2003 Seattle Annual Meeting (November 2–5, 2003)

Paper No. 8
Presentation Time: 2:45 PM


MUNGALL, James E., Geology, Univ of Toronto, 22 Russell St, Toronto, ON M5S 3B1, Canada, mungall@geology.utoronto.ca

Magmatic sulfide ores form by the liquation of superheated sulfide liquid from silicate magmas. If sulfide liquid collects to form a discrete reservoir then it will eventually reach its liquidus temperature and begin to crystallize monosulfide solid solution (mss), magnetite, or both. Currently accepted models of the crystallization of mss from sulfide magmas envision a process of fractional crystallization to yield cumulates rich in compatible elements (usually Os, Ir, Ru, Rh and Ni) and residual sulfide liquids rich in Cu, Pt, Pd and Au. The compositions of magmatic sulfides present serious difficulties for this model. Several experimental studies have shown that at typical natural oxygen and sulfur fugacities Ni is weakly incompatible with mss at over almost the entire crystallization range of natural sulfide magmas. At temperatures close to the solidus of typical magmatic sulfide liquids (i.e., below 950 ºC) the partition coefficient for Ni between mss and sulfide liquid rises slightly above 1, allowing for compatibility of Ni only in the last stages of magmatic evolution. Magmatic sulfide ores apparently of cumulate origin contain too much Ni, Cu, Pt, Pd and Au, and show too small a range of Ir, Ru and Rh contents to have formed by fractional crystallization. A way to resolve this apparent paradox is to abandon the fractional crystallization model and propose instead that sulfide bodies evolve by equilibrium crystallization to near-solidus conditions. Model cumulate compositions in an equilibrium crystallization model with a remaining liquid fraction of 10 to 20% and moderate amounts of trapped liquid provide a close match to ores inferred to represent cumulates in several deposits including Mesamax (Cape Smith Fold Belt) and the Victor Deep (Sudbury). The last few percent of the sulfide liquid may then be tapped to form veins or disseminations rich in Cu, Pt, Pd and Au.

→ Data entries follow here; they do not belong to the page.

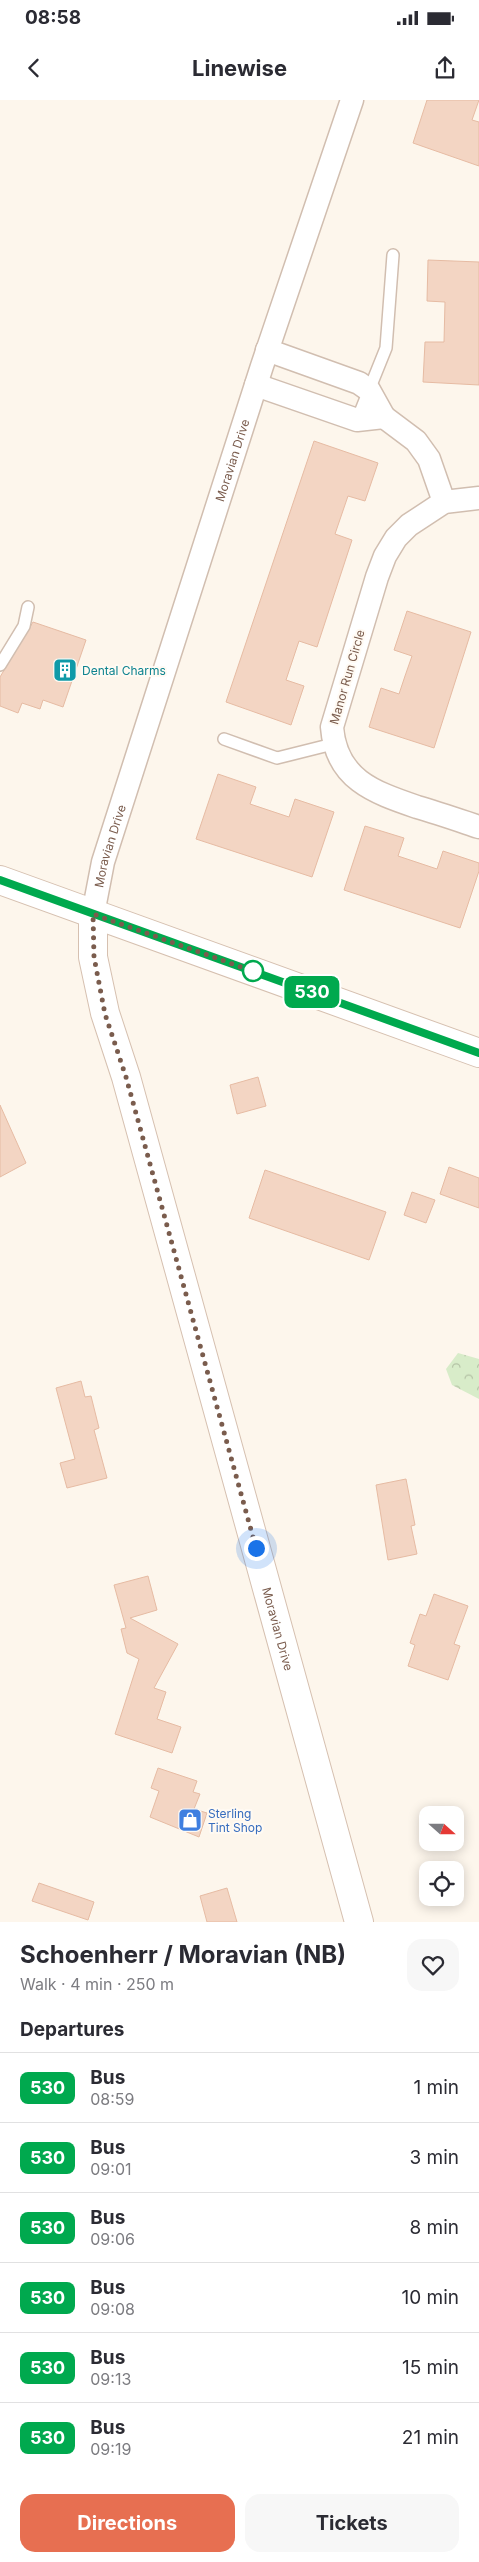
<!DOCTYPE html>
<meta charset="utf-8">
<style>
:root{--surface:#fff;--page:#f7f7f7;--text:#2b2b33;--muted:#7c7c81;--line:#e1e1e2;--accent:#e76f51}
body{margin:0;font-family:Inter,sans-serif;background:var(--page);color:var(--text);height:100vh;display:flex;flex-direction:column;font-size:19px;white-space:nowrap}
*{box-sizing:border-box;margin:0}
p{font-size:16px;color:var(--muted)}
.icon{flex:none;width:28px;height:28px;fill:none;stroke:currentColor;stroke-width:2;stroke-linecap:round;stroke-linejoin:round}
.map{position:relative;height:1822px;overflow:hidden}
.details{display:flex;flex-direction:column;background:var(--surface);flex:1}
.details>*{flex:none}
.badge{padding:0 10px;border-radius:8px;font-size:18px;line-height:32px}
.needle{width:32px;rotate:111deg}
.controls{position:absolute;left:419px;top:1706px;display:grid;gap:10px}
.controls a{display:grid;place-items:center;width:45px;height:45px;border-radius:10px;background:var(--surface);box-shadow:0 2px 12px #0003;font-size:25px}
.you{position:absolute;width:25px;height:25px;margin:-12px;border:4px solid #fff;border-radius:50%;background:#1a73e8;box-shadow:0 0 0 8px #1a73e833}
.map>.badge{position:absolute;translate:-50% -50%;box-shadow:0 0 0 2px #fff}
h2{padding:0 20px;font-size:19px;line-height:45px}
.round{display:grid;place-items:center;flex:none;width:52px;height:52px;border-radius:15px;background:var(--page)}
.summary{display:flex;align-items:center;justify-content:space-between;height:85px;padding:0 20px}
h1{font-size:24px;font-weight:700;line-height:38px}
.button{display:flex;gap:10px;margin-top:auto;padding:10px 20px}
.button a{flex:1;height:58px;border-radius:15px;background:var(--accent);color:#fff;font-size:20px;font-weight:700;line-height:58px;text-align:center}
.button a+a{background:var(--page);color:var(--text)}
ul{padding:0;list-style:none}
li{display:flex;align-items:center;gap:15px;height:70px;padding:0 20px;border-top:1px solid var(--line)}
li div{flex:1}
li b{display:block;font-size:19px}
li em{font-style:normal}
li .badge{min-width:55px;font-weight:700;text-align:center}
.status{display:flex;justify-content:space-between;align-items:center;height:35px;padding:0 25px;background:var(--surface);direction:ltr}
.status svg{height:14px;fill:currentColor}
header{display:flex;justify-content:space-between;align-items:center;height:65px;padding:0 20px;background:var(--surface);font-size:22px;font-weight:700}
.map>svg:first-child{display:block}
.forest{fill:url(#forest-crowns)}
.building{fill:#f3d5c3;stroke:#e6bba3}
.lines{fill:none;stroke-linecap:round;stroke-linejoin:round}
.lane-casing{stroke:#d1beb0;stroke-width:14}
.street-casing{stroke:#d1beb0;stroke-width:25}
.secondary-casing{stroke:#d6c0b0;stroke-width:30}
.lane{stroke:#fff;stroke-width:11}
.street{stroke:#fff;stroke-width:22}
.secondary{stroke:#fff;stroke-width:28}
.line-casing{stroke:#fff;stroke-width:11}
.line{stroke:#00a94e;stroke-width:8}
.walk{stroke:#7a5c4d;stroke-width:5;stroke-dasharray:0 9}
.stop-dot{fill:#fff;stroke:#00a94e;stroke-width:2.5}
.labels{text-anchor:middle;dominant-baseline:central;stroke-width:4;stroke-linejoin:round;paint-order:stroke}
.street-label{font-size:12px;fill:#7a5c4d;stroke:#fffaf3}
.culture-label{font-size:12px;fill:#0d838f;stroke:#fffaf3;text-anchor:start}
.shop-label{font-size:12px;fill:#366cbe;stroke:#fffaf3;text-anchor:start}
</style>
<div class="status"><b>08:58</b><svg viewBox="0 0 49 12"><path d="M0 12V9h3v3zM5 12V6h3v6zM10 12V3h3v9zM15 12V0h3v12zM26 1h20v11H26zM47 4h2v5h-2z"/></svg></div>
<header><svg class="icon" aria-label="back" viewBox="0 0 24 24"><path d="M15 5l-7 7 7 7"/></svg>Linewise<svg class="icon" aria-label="share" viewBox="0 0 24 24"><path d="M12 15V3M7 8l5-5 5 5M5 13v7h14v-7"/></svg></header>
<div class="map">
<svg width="479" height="1822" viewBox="0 0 479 1822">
<defs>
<pattern id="forest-crowns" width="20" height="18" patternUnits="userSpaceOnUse" patternTransform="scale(1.25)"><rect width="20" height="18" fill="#d8ecc9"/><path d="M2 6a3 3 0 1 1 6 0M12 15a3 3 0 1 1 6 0" fill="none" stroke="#b4c2a5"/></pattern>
</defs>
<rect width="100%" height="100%" fill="#fdf6ec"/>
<!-- forest -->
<path class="forest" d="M458 1253 479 1259V1299L452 1285 446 1269Z"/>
<!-- building -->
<path class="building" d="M427 0H479L472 20 479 22V66L413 43Z
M428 160 479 162V285L423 282 425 242H444L445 202 427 201Z
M314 341 378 363 365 401 348 396 335 434 352 440 317 547 299 541 286 580 304 586 291 625 226 602Z
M407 511 471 532 434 648 369 627 381 588 399 594 405 576 412 556 394 550Z
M33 522 86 540 63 607 43 600 40 609 22 603 18 613 0 606V577Z
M218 674 256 687 250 704 289 717 295 699 334 712 312 777 196 739Z
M365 726 404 738 398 756 437 769 443 751 479 763V771L460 828 344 790Z
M258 977 266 1006 237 1014 230 985Z
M0 1005 26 1063 0 1077Z
M449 1067 479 1078V1108L440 1094Z
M265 1070 386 1112 369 1160 249 1118Z
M412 1092 435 1100 426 1123 404 1115Z
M81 1281 85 1297 91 1296 99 1328 94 1330 107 1378 67 1388 60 1363 75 1359 56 1288Z
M406 1379 415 1425 411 1426 417 1454 388 1460 376 1385Z
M148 1476 157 1510 130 1518 178 1544 154 1588 166 1592 157 1619 181 1627 172 1653 115 1634 139 1559 127 1553 121 1529 126 1528 114 1485Z
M434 1494 468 1506 454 1544 460 1546 448 1580 408 1566 415 1545 410 1543 420 1514 426 1516Z
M158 1668 197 1681 193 1692 200 1694 194 1709 207 1713 199 1737 150 1717 159 1691 151 1688Z
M39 1783 94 1802 88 1820 32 1801Z
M227 1788 237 1822H207L200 1796Z"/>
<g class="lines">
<!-- lane casing -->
<g class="lane-casing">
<path id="lane" d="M357 320 386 248 393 155
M0 565 24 526 28 507
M224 639 277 658 333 644"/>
</g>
<!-- street casing -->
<g class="street-casing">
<g id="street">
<path d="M256 285 357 320 384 317 369 290 359 283 267 250"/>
<path d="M384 317 416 341 429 359 444 402"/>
<path d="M479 398 444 402 409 425 396 438 385 456 377 477 332 627C336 679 373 692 417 707 438 713 458 720 479 727"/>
<path id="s1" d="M93 814 103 762 262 266 352 0"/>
</g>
</g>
<!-- secondary casing -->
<g class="secondary-casing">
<g id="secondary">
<path d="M0 780 479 953"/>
<path id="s2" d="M93 814V857L105 913 126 977 359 1822"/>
</g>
</g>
<!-- lane -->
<use href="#lane" class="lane"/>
<!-- street -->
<use href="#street" class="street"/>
<!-- secondary -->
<use href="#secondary" class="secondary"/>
</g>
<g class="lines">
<!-- line casing -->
<g class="line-casing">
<path id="line" d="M0 780 479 953"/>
</g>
<!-- line -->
<use href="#line" class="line"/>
<!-- walk -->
<path class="walk" d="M253 871 255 872 93 814 94 857 105 914 126 977 256 1448"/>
</g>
<!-- icons -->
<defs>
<g id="building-square" transform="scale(1.25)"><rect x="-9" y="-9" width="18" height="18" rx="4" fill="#0f9aa8" stroke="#fffaf3"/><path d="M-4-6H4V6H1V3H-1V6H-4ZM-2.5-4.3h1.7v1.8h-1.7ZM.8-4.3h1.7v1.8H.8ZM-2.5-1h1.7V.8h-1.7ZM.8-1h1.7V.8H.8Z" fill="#fff"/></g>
<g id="shop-square" transform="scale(1.25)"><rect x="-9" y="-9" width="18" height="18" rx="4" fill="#3f7fe0" stroke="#fffaf3"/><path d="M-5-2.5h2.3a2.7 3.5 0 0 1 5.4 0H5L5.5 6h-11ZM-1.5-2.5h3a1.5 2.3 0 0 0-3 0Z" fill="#fff"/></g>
</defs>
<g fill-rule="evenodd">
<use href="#building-square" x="65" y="570"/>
<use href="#shop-square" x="190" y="1720"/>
</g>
<!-- markers -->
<circle class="stop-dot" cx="253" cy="871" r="10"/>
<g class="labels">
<!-- street labels -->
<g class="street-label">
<text stroke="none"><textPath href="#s1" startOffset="475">Moravian Drive</textPath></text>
<text transform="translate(347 577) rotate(-74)">Manor Run Circle</text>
<text stroke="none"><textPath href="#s1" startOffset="70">Moravian Drive</textPath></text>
<text stroke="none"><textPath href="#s2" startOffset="740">Moravian Drive</textPath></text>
</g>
<!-- culture labels -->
<g class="culture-label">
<text x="82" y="570">Dental Charms</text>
</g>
<!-- shop labels -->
<g class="shop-label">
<text x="208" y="1713">Sterling<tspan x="208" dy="14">Tint Shop</tspan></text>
</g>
</g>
</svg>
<div class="controls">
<a><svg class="needle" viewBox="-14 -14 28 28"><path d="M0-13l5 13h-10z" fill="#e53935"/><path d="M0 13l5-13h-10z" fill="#7c7c81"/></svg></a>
<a><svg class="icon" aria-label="locate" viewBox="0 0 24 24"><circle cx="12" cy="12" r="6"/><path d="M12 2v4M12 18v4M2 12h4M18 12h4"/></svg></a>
</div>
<div class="you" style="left:256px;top:1448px"></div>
<b class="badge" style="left:312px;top:892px;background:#00a94e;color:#fff">530</b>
</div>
<section class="details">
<div class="summary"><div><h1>Schoenherr / Moravian (NB)</h1><p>Walk · 4 min · 250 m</p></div><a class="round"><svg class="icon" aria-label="heart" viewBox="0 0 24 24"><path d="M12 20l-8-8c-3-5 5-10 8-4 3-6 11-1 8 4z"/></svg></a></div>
<h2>Departures</h2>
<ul>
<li><span class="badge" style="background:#00a94e;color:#fff">530</span><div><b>Bus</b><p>08:59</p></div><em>1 min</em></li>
<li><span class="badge" style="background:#00a94e;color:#fff">530</span><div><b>Bus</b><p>09:01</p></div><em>3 min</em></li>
<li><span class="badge" style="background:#00a94e;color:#fff">530</span><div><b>Bus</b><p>09:06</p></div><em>8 min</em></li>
<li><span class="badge" style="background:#00a94e;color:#fff">530</span><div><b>Bus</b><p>09:08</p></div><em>10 min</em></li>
<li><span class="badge" style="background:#00a94e;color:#fff">530</span><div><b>Bus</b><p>09:13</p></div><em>15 min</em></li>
<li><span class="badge" style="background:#00a94e;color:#fff">530</span><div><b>Bus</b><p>09:19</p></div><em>21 min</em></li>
</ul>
<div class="button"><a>Directions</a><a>Tickets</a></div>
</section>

Continued crystallization of this evolved liquid can lead to saturation in intermediate solid solution and subsequent Ni enrichment. The reason for a sudden migration of residual sulfide liquid after a protracted episode of equilibrium crystallization remains obscure, but it may be a consequence of late-stage volatile exsolution analogous to second boiling in silicic magmas.